--- START ---
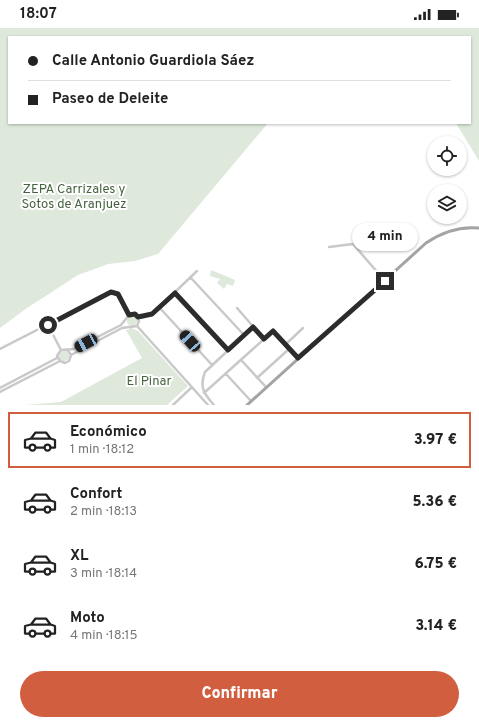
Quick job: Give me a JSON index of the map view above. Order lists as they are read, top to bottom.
{
  "parks": ["ZEPA Carrizales y Sotos de Aranjuez", "El Pinar"],
  "page": {
    "status": "18:07",
    "banner": ["Calle Antonio Guardiola Sáez", "Paseo de Deleite"],
    "bubble": "4 min",
    "list": [
      {
        "name": "Económico",
        "note": "1 min · 18:12",
        "value": "3.97 €"
      },
      {
        "name": "Confort",
        "note": "2 min · 18:13",
        "value": "5.36 €"
      },
      {
        "name": "XL",
        "note": "3 min · 18:14",
        "value": "6.75 €"
      },
      {
        "name": "Moto",
        "note": "4 min · 18:15",
        "value": "3.14 €"
      }
    ],
    "buttons": "Confirmar"
  }
}
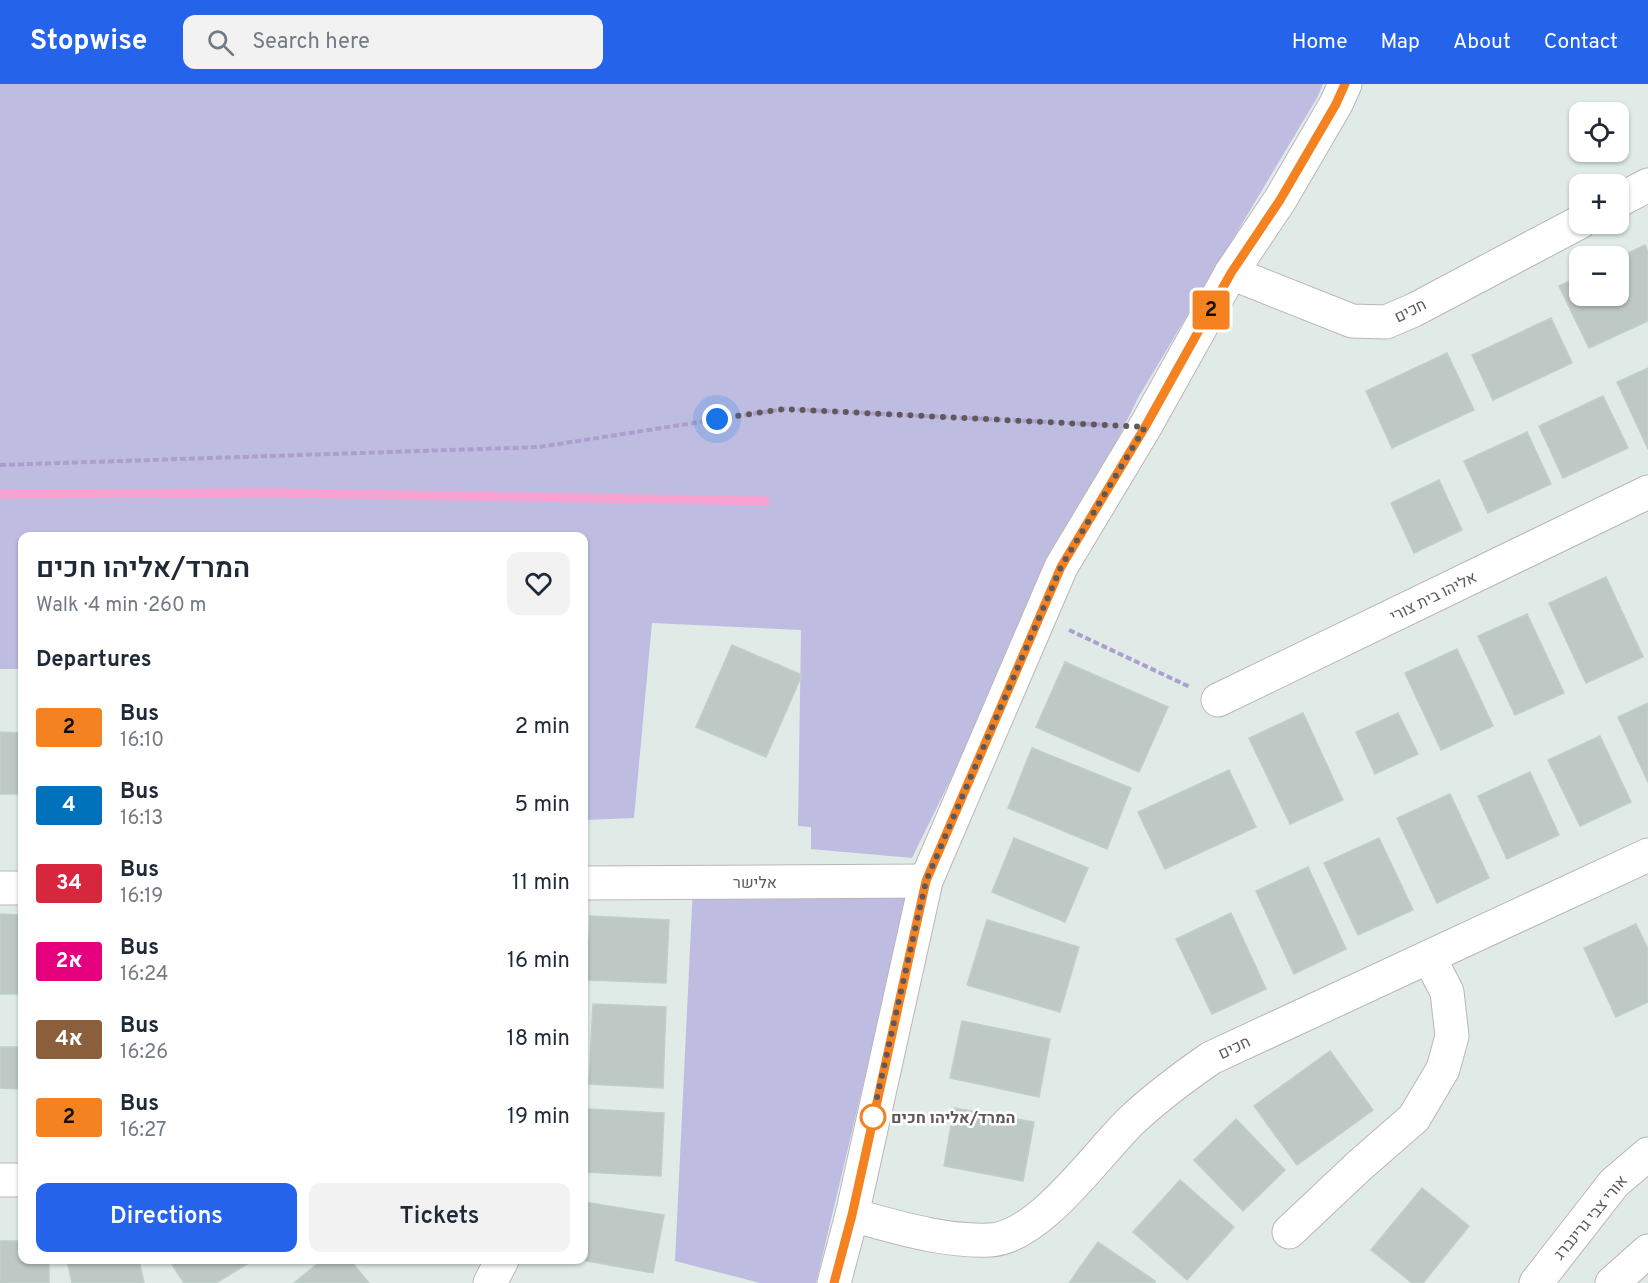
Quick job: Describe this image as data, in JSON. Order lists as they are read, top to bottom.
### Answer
{
  "streets": {
    "street": [
      "חכים",
      "אליהו בית צורי",
      "אלישר",
      "אורי צבי גרינברג"
    ]
  },
  "places": ["המרד/אליהו חכים"],
  "lines": ["bus line 2"],
  "page": {
    "header": "Stopwise",
    "search": "Search here",
    "nav": [
      "Home",
      "Map",
      "About",
      "Contact"
    ],
    "on_map": "2",
    "map_buttons": ["+", "−"],
    "heading": [
      ["המרד/אליהו חכים", "Walk · 4 min · 260 m"],
      "Departures"
    ],
    "list": [
      {
        "mark": "2",
        "name": "Bus",
        "note": "16:10",
        "value": "2 min"
      },
      {
        "mark": "4",
        "name": "Bus",
        "note": "16:13",
        "value": "5 min"
      },
      {
        "mark": "34",
        "name": "Bus",
        "note": "16:19",
        "value": "11 min"
      },
      {
        "mark": "2א",
        "name": "Bus",
        "note": "16:24",
        "value": "16 min"
      },
      {
        "mark": "4א",
        "name": "Bus",
        "note": "16:26",
        "value": "18 min"
      },
      {
        "mark": "2",
        "name": "Bus",
        "note": "16:27",
        "value": "19 min"
      }
    ],
    "buttons": ["Directions", "Tickets"]
  }
}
--- END ---
| Task item |
The answer must be every line from the entries above that holds the string "JSON".

| Exercise answer |
Quick job: Give me a JSON index of the map view above. Order lists as they are read, top to bottom.
Quick job: Describe this image as data, in JSON. Order lists as they are read, top to bottom.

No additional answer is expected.